The Post killed the cartoon. She quit and explained why:
"I've worked for the Washington Post since 2008 as an editorial cartoonist. I have had editorial feedback and productive conversations-and some differences-about cartoons I have submitted for publication, but in all that time I've never had a cartoon killed because of who or what I chose to aim my pen at. Until now.
"The cartoon that was killed criticizes the billionaire tech and media chief executives who have been doing their best to curry favor with incoming President-elect Trump. There have been multiple articles recently about these men with lucrative government contracts and an interest in eliminating regulations making their way to Mar-a-lago. The group in the cartoon included Mark Zuckerberg/Facebook & Meta founder and CEO, Sam Altman/AI CEO, Patrick Soon-Shiong/LA Times publisher, the Walt Disney Company/ABC News, and Jeff Bezos/Washington Post owner."
Thiis is her Substack post, which seems to be back online. But anyway, I don't believe that Bezos directly nixed the printing of the cartoon. But I do believe that he has made his desire known that the Post should do everything it can to make nice with the FOS in the hopes that said FOS doesn't fuck with Amazon's computing contracts and with Bezos's pet rocket enterprise.

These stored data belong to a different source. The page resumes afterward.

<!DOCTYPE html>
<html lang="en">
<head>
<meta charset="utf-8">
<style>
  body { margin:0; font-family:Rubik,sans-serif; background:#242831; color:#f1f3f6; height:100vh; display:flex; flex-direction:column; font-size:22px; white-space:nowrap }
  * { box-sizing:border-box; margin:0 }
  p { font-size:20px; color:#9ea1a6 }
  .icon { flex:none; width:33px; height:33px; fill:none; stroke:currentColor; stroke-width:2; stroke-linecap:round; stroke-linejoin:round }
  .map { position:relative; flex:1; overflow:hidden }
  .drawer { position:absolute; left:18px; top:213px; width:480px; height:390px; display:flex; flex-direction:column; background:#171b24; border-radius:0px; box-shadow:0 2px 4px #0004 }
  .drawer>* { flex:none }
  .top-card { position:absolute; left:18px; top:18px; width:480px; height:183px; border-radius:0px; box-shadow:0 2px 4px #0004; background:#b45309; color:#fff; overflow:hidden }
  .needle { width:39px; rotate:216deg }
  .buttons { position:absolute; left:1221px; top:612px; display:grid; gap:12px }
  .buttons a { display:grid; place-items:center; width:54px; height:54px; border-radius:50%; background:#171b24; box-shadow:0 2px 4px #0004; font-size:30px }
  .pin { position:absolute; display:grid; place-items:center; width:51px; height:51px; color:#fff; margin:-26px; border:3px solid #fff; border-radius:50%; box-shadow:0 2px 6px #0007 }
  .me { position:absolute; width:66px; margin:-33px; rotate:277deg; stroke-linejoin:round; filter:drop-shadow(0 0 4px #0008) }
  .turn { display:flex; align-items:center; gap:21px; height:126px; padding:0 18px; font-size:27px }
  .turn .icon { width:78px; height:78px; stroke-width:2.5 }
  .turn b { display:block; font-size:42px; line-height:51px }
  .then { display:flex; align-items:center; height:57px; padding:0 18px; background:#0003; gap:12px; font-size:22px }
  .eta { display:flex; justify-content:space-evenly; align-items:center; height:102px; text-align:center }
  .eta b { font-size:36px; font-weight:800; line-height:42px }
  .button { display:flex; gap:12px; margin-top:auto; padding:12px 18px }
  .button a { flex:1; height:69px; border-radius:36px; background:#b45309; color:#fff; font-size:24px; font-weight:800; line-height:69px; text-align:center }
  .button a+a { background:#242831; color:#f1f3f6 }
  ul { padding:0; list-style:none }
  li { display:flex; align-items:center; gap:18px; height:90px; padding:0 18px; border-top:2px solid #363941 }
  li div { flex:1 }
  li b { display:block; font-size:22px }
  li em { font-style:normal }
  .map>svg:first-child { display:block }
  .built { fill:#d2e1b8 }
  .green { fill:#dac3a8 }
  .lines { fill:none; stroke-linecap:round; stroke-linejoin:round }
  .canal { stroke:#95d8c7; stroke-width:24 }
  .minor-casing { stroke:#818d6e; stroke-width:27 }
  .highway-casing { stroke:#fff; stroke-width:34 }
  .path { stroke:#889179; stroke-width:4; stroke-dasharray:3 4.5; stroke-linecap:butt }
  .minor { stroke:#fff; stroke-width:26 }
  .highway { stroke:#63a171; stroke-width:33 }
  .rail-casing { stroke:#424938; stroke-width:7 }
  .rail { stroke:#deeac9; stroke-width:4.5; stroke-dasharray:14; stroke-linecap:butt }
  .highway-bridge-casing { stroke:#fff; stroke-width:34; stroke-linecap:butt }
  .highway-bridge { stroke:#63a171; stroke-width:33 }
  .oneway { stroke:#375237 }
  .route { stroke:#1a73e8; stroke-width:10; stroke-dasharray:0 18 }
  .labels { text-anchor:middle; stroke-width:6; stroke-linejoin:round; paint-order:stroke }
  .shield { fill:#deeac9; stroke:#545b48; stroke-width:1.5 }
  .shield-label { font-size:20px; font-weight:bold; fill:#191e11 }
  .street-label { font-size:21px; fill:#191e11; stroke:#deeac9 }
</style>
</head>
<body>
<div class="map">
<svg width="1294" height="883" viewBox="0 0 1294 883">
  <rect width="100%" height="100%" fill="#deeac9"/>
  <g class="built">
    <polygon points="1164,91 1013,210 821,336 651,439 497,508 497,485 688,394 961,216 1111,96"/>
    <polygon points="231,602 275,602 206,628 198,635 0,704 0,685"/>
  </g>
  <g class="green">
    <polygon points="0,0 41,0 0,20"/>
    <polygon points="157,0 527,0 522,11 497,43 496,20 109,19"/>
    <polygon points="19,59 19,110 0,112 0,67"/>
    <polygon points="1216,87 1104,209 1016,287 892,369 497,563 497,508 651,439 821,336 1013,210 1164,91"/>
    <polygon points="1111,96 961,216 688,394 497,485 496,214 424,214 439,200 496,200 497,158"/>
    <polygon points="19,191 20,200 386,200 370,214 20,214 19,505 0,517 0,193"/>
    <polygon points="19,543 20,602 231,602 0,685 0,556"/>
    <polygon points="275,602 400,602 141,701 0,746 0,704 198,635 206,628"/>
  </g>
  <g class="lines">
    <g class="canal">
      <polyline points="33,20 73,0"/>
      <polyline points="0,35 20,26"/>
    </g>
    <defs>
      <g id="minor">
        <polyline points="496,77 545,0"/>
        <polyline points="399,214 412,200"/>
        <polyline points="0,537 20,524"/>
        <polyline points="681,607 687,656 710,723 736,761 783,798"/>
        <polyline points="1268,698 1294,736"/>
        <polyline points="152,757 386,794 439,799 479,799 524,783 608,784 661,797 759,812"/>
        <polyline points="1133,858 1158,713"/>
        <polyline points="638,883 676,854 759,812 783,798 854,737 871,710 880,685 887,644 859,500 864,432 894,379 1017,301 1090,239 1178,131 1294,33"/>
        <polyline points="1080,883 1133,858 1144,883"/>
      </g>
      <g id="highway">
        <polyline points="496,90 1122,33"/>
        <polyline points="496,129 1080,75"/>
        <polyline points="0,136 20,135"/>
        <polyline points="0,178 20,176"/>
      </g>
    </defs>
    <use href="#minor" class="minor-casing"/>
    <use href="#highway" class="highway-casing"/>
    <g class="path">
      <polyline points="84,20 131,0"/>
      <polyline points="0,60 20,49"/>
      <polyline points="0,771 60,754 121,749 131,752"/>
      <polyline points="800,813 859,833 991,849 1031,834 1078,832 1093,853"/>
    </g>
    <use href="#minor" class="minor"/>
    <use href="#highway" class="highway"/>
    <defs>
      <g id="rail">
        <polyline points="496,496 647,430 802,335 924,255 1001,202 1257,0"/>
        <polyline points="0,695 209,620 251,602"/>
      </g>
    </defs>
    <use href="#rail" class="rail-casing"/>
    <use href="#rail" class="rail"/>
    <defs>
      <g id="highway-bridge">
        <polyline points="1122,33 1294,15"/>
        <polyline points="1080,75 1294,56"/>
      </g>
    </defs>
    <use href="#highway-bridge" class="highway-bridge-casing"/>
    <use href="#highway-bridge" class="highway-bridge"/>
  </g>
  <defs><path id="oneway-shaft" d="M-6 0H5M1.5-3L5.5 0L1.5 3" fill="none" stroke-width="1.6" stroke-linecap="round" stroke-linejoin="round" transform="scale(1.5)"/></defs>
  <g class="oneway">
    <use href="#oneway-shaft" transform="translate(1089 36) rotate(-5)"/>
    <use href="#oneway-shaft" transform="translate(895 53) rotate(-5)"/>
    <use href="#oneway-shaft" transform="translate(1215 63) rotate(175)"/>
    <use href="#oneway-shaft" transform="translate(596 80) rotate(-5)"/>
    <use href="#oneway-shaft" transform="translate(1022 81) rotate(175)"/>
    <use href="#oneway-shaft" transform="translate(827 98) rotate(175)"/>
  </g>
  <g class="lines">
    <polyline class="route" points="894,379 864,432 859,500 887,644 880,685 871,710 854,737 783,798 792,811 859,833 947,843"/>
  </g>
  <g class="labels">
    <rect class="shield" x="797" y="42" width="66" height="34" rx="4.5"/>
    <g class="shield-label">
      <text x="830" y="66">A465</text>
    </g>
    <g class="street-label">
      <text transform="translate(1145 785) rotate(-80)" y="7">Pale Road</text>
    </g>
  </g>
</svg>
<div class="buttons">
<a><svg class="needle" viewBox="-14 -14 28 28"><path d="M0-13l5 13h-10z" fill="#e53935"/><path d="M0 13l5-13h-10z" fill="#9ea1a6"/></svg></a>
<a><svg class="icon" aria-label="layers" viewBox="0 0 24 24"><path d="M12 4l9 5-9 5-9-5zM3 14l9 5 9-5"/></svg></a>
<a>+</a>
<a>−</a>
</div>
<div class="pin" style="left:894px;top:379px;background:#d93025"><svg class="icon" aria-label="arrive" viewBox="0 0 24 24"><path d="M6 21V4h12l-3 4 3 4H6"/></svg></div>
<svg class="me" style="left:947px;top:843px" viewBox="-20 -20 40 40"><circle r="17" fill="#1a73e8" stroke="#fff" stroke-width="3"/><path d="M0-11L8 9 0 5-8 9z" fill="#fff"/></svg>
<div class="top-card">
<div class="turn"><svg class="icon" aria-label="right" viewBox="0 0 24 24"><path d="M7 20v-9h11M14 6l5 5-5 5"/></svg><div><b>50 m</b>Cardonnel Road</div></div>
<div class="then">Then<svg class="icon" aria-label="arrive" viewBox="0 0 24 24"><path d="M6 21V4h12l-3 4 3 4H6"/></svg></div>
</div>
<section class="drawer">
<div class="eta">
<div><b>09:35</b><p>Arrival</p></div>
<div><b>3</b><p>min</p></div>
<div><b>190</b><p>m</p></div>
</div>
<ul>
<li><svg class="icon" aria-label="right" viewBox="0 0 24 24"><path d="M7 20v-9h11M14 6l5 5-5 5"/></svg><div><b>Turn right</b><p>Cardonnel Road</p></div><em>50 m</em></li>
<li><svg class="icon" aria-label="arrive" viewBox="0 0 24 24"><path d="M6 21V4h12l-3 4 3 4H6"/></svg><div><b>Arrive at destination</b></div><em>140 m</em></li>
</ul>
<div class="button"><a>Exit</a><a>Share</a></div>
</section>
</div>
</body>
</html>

That's how it works in authoritarian states: The dictator/tyrant doesn't have to lift a finger. Corporate and media bosses comply without a smidgen of coercion out of fear of omething bad happening to them. It's like in the old days, when the beat cop stood there, tapping his nightstick into the palm of his hand. He didn't have to make a threat, but you knew what was what.
And so do the oligarchs. The million-dollar docations to FOS's inaugural fund is nothing less than unsolicited tribute. So is going down to FL to kiss the FOS's ring at Bed Bugs and Beyond.
Our option in response is to not buy that paper. Or not buy shit from Amazon. There's pretty much nothing but second-rate garbage these days on his streaming channel.
2 comments:
Yeah. I canceled my WaPo subscription when the failed to endorse a sane presidential candidate. Preemptive obedience must be avoided. In this case, canceling WaPo & Amazon Prime won't hurt them much, but I feel better. Bezos makes most of his money off AWS.
The thing I'm watching is: do they correct course in any way? I am uneasy that this time, they're going to just go for it. Sucks when hoping for their incompetence is what passes for our super power.